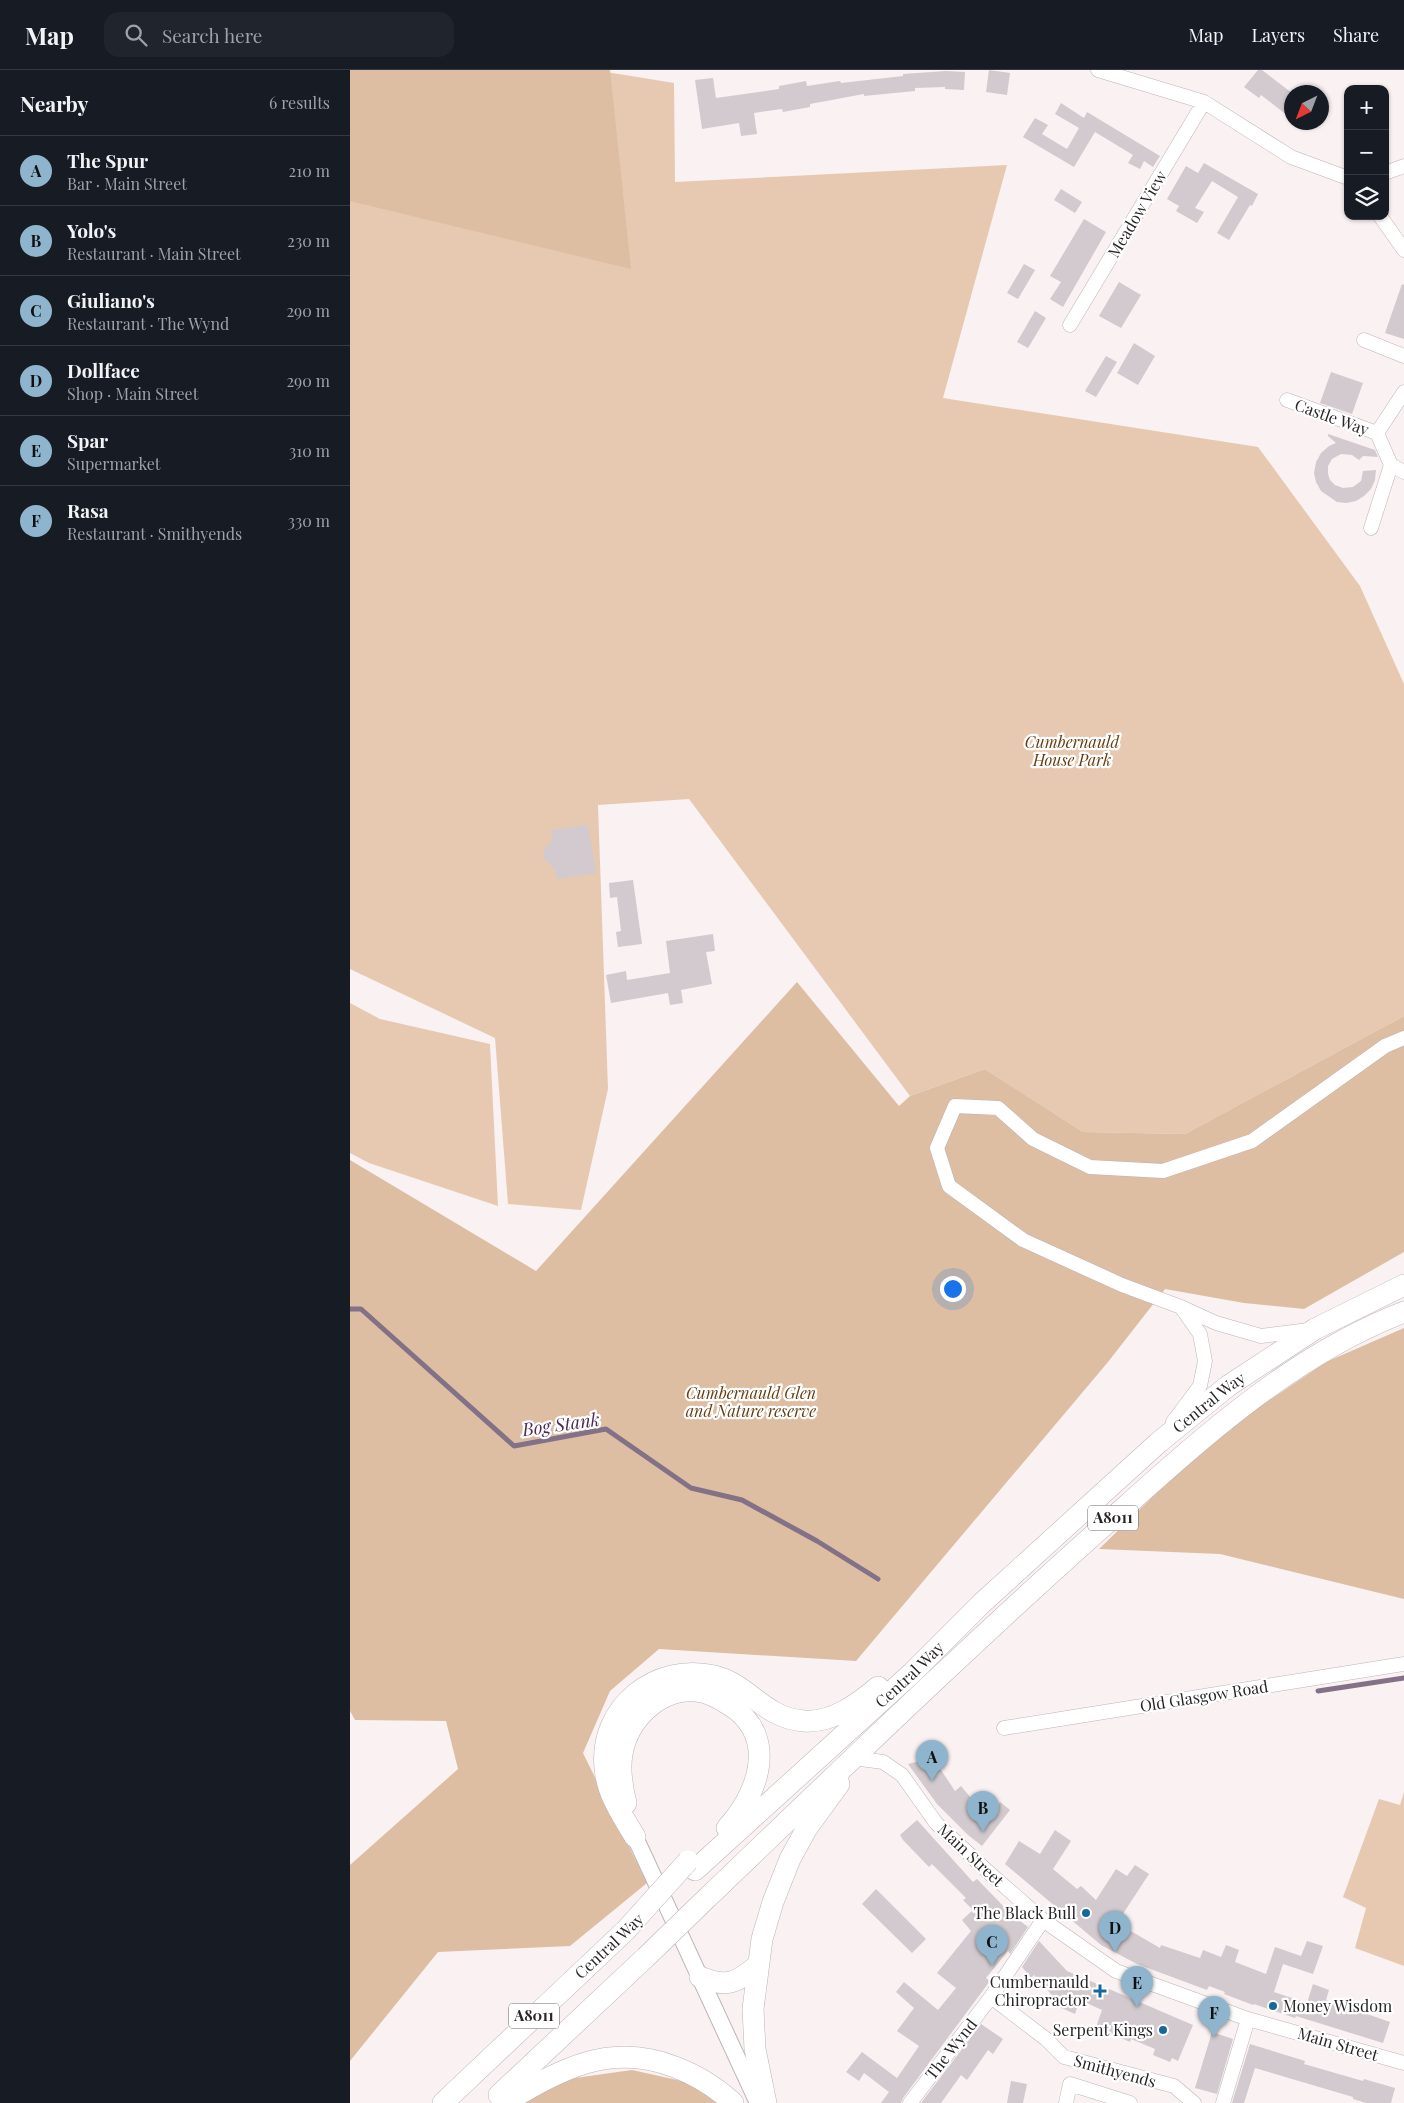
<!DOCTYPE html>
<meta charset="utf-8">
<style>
body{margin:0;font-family:"Playfair Display",serif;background:#20242c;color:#f1f3f6}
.controls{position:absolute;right:15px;top:15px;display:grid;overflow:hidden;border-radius:10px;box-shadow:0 1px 4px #0004}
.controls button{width:45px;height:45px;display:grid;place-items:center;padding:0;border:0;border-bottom:1px solid #363941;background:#171b24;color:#f1f3f6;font:25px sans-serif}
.compass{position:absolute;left:934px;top:15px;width:45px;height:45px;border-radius:50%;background:#171b24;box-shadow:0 1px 4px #0004;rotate:222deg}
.you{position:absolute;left:602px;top:1218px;width:18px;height:18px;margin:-12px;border:4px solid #fff;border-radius:50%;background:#1a73e8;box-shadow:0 0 0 8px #1a73e833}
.badge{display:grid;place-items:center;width:32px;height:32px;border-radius:50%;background:#8eb5cd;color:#111;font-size:16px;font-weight:700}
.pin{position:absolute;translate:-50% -41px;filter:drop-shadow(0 1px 2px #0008)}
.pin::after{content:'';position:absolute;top:26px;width:18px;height:15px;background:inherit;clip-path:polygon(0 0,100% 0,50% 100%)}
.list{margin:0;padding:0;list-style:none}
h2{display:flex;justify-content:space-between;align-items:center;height:65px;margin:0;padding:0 20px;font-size:21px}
h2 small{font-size:16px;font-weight:400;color:#9ea1a6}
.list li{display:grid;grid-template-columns:32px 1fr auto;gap:15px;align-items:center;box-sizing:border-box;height:70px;padding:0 20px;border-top:1px solid #363941}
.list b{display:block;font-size:19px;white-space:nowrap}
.list p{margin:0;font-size:16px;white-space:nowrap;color:#9ea1a6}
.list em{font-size:16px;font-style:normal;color:#9ea1a6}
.icon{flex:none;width:28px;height:28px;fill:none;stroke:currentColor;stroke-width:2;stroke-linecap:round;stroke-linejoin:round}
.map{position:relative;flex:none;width:1054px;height:2033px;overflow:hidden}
header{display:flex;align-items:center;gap:30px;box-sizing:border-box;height:70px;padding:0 25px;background:#171b24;border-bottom:1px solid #363941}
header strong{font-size:24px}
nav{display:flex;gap:28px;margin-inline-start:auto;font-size:18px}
.search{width:350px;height:45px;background:#20242c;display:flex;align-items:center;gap:12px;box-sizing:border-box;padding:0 18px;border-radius:15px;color:#9ea1a6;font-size:19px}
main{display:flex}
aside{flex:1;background:#171b24}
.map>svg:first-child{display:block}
.green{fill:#e6c9b0}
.forest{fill:#ddbea2}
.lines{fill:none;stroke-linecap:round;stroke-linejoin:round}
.stream{stroke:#837187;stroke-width:5}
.building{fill:#d2cace}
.minor-casing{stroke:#bdb4b5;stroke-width:15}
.tertiary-casing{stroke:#bdb4b5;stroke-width:18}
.primary-casing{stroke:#bdb4b5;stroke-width:22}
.minor{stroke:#fff;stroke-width:14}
.tertiary{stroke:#fff;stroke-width:16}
.primary{stroke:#fff;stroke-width:21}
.primary-bridge-casing{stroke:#bdb4b5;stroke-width:22;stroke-linecap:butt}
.primary-bridge{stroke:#fff;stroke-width:21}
.poi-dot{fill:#15699a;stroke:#fff;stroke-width:2}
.labels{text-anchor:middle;stroke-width:4.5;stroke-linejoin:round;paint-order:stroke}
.shield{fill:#fff;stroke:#696667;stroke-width:1}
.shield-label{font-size:15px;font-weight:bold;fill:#292526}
.street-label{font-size:16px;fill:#292526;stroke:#fff}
.park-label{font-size:16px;font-style:italic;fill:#653c0e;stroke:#fff}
.poi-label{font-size:16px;fill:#292526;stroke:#fff;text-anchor:end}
.water-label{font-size:18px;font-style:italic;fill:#4d2b55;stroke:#fff}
</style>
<header>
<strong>Map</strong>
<div class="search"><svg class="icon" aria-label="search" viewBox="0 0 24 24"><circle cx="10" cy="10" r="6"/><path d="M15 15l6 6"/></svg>Search here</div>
<nav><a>Map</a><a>Layers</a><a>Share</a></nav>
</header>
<main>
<aside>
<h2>Nearby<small>6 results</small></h2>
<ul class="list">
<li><span class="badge">A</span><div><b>The Spur</b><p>Bar · Main Street</p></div><em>210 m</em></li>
<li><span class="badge">B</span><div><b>Yolo's</b><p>Restaurant · Main Street</p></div><em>230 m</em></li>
<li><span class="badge">C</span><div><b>Giuliano's</b><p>Restaurant · The Wynd</p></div><em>290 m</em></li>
<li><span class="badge">D</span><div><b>Dollface</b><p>Shop · Main Street</p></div><em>290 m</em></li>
<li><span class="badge">E</span><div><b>Spar</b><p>Supermarket</p></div><em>310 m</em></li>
<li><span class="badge">F</span><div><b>Rasa</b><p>Restaurant · Smithyends</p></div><em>330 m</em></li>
</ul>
</aside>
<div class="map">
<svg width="1054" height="2033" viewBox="0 0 1054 2033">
<rect width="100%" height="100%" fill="#faf1f2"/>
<path class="green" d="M0 0H244L324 13 325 112 657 95 593 328 908 377 1010 516 1054 614V946L835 1064 733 1062 635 999 560 1026 339 729 248 735 258 1019 231 1140 158 1134 145 968 0 899Z
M0 933 30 949 140 974 148 1136 19 1093 0 1083Z
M1054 1722V1896L1005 1878 1016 1838 993 1827 1029 1729 1050 1735Z"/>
<path class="forest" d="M0 0H260L281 199 0 131Z
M447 912 549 1036 560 1026 635 999 733 1062 835 1064 1054 946V1182L954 1239 894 1233 815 1219 758 1292 506 1591 309 1579 260 1621 233 1683 297 1813 220 1876 88 1882 0 1991V1795L108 1699 96 1651 5 1650 0 1641V1090L186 1201Z
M1054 1258V1529L870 1484 749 1479 863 1368 976 1292Z
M282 2000 350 2015 368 2033H171L218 2009Z"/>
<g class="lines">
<path class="stream" d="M0 1239H11L164 1376 256 1359 341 1418 392 1430 467 1471 528 1509
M968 1621 1054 1608"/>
</g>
<path class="building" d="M639 0 660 3 657 25 636 22Z
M908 0H912L942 23V49L911 25 909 28 894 17Z
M596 1 615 2 614 20 595 19V17L565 18V21L514 26V24L460 34V37L433 42 432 39 404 43 407 64 391 66 389 53 352 59 345 10 363 8 366 28 429 19V16L456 11 457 16 490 11 491 13 553 6V4Z
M711 33 734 48 737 42 810 86 803 97 794 91 790 99 778 93 783 85 745 62 724 97 673 67 685 48 698 55 692 64 717 79 729 58 705 44Z
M854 93 908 124 902 136 900 135 879 170 867 163 888 127 862 111 845 138 854 142 847 153 826 141 829 136 817 129 836 96 848 103Z
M711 119 732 132 725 143 704 130Z
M734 149 756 162 713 237 700 229 711 212 700 206Z
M674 194 685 200 668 229 657 223Z
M769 212 791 225 771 258 749 246Z
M1052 214 1054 215V269L1035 263Z
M685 241 696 248 678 278 667 272Z
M784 273 805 286 788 315 767 303Z
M756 286 767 292 746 327 735 321Z
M981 302 1013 313 1002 344 970 333Z
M978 364 1025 380 1028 387 1013 386 1009 390 1002 385 991 384 982 389 978 396V404L980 410 985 415 993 418 1003 417 1011 411 1013 401 1026 400 1025 410 1021 419 1014 426 1006 431 996 433 987 432 971 421 966 412 964 403 966 392 971 383 979 376 986 373 978 366Z
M238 755 246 803 207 809 205 799 195 790 193 781 202 771 201 760Z
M283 810 292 874 268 877 266 862 271 861 267 827 260 828 259 813Z
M363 864 365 881 356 882 362 914 331 920 333 933 320 935 318 923 261 933 256 905 276 901 277 910 320 903 316 871Z
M583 1688 605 1721 611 1716 621 1728 618 1730 636 1750 650 1732 660 1740 632 1776 618 1765 587 1734 558 1694Z
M567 1750 623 1812 627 1809 660 1843 678 1857 660 1884 658 1881 636 1908 640 1911 553 2028 551 2033H531L539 2022 514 2003 509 2011 496 2002 512 1982 547 2008 569 1976 547 1961 564 1938 546 1922 554 1912 588 1940 606 1918 587 1903 621 1861 612 1850 623 1840 613 1830 616 1828 582 1794 579 1797 553 1770 550 1765Z
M705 1760 721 1771 703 1799 727 1819 731 1816 746 1830 766 1799 777 1806 785 1795 799 1804 767 1853 810 1878 811 1875 850 1888 853 1880 871 1887 876 1875 889 1880 885 1892 916 1904 925 1877 951 1886 957 1871 973 1876 963 1904 933 1894 924 1922 957 1933 963 1914 979 1920 976 1930 1040 1952 1033 1973 946 1946 945 1948 904 1934 903 1935 874 1924 875 1922 859 1916 857 1920 787 1894 751 1875 655 1794 669 1771 690 1784Z
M526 1819 576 1869 562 1883 512 1834Z
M689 1871 717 1901 843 1955 828 1991 822 1988 820 1992 803 1985 805 1979 781 1969 780 1972 746 1957 752 1940 730 1930 725 1944 705 1935 707 1931 684 1905 681 1908 672 1897Z
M631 1954 653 1969 643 1984 638 1980 617 2010 611 2005 591 2033H571Z
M862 1962 883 1969 867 2024 845 2018Z
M900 1974 955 1991 954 1994 1013 2011 1014 2009 1045 2018 1041 2033H1016L1003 2029V2027L905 1998 894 2033H882Z
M661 2011 677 2014 673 2033H657Z"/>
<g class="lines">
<g class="minor-casing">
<path id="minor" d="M748 0 854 32 941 87 998 108
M1035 103 1054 96
M1030 146 1054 180
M720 255 854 32
M1014 270 1054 286
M1054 322 1027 363 1041 395 1054 402
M937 330 1027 363
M1021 458 1041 395
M959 1260 911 1266 866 1253 831 1237 772 1215 673 1170 599 1116 587 1078 605 1036 648 1038 683 1069 740 1097 813 1101 902 1071 1035 976 1054 968
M823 1352 850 1316 855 1291 850 1264 831 1237
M654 1658 1054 1594
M503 1688 533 1692 552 1705 586 1753 637 1801 693 1850 766 1901 898 1949 1054 1993
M641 1927 696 1969 714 1987 824 2016 844 2033
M560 2033 641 1927 693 1850
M716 2033 720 2014 780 2033
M873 2033 898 1949"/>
</g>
<g class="tertiary-casing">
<path id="tertiary" d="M285 1767 408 2033"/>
</g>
<g class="primary-casing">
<g id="primary">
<path d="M276 1733C272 1717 269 1701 272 1684 278 1649 310 1618 346 1621 359 1622 370 1629 381 1636 428 1667 409 1723 377 1758"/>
<path d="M285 1767C272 1745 257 1724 255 1698 249 1637 306 1592 364 1606 399 1614 413 1648 454 1651 482 1653 508 1634 528 1617"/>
<path id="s1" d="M345 1800 562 1603 632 1533 808 1373 878 1316 965 1259 1054 1215"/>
<path d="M358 1827C493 1698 627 1568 767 1444 854 1366 943 1285 1054 1242"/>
<path d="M350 1907C377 1918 386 1913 407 1896"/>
<path d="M149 2025 296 1887"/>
<path d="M93 2033 276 1860"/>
<path d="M154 2033C210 2000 259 1971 325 1997 346 2005 366 2017 383 2033"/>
<path d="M416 2033 405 1979 403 1939 412 1869 423 1832 440 1789 457 1758 489 1714"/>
</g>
</g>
<use href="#minor" class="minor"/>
<use href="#tertiary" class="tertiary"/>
<use href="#primary" class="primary"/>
<g class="primary-bridge-casing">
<path id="primary-bridge" d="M276 1860 338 1791
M296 1887 358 1827"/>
</g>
<use href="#primary-bridge" class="primary-bridge"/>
</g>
<g class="poi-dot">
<circle cx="736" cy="1843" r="5"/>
<path d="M747.5 1913.5h5v5h5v5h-5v5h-5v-5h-5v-5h5z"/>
<circle cx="923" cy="1936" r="5"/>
<circle cx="813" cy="1960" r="5"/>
</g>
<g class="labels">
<g class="shield">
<rect x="738" y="1435.5" width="50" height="25" rx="4"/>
<rect x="159" y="1933.5" width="50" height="25" rx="4"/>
</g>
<g class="shield-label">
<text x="763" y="1453">A8011</text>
<text x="184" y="1951">A8011</text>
</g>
<g class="street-label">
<text transform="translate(787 144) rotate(-59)" y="6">Meadow View</text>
<text transform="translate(982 347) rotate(20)" y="6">Castle Way</text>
<text dy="6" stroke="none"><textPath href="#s1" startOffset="695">Central Way</textPath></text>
<text dy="6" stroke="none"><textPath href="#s1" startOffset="290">Central Way</textPath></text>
<text transform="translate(854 1626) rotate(-9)" y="6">Old Glasgow Road</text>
<text transform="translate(621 1785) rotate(43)" y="6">Main Street</text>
<text transform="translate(259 1876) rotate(-43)" y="6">Central Way</text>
<text transform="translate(988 1974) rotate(16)" y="6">Main Street</text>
<text transform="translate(601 1979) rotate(-52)" y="6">The Wynd</text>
<text transform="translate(765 2001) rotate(15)" y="6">Smithyends</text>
</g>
<g class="park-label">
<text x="722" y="678">Cumbernauld<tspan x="722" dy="18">House Park</tspan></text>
<text x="401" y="1329">Cumbernauld Glen<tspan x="401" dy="18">and Nature reserve</tspan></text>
</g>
<g class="poi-label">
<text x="726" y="1849">The Black Bull</text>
<text x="739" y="1918">Cumbernauld<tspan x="739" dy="18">Chiropractor</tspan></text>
<text x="933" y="1942" text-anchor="start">Money Wisdom</text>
<text x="803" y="1966">Serpent Kings</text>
</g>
<g class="water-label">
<text transform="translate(211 1355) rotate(-8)" y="6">Bog Stank</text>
</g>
</g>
</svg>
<div class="controls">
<button>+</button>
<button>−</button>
<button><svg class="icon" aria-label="layers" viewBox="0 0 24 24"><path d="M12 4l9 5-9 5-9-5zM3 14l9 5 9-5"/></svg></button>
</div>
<svg class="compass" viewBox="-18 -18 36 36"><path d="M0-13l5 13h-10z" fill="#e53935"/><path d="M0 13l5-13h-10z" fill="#9ea1a6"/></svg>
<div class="you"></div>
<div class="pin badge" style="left:582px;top:1711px">A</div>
<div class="pin badge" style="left:633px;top:1762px">B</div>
<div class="pin badge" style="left:642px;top:1896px">C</div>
<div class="pin badge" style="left:765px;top:1882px">D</div>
<div class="pin badge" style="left:787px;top:1937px">E</div>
<div class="pin badge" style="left:864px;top:1967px">F</div>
</div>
</main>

■ ■ ■ ■

» **REQUIRED ACTION**
Pictures excluded, repeat exactly the lines from the top of the material through the line with "solid #fff;border-radius:50%;background:#1a73e8;box-shadow:0 0", including both of those lines.

» **SOLUTION TO THE PROBLEM**
<!DOCTYPE html>
<meta charset="utf-8">
<style>
body{margin:0;font-family:"Playfair Display",serif;background:#20242c;color:#f1f3f6}
.controls{position:absolute;right:15px;top:15px;display:grid;overflow:hidden;border-radius:10px;box-shadow:0 1px 4px #0004}
.controls button{width:45px;height:45px;display:grid;place-items:center;padding:0;border:0;border-bottom:1px solid #363941;background:#171b24;color:#f1f3f6;font:25px sans-serif}
.compass{position:absolute;left:934px;top:15px;width:45px;height:45px;border-radius:50%;background:#171b24;box-shadow:0 1px 4px #0004;rotate:222deg}
.you{position:absolute;left:602px;top:1218px;width:18px;height:18px;margin:-12px;border:4px solid #fff;border-radius:50%;background:#1a73e8;box-shadow:0 0 0 8px #1a73e833}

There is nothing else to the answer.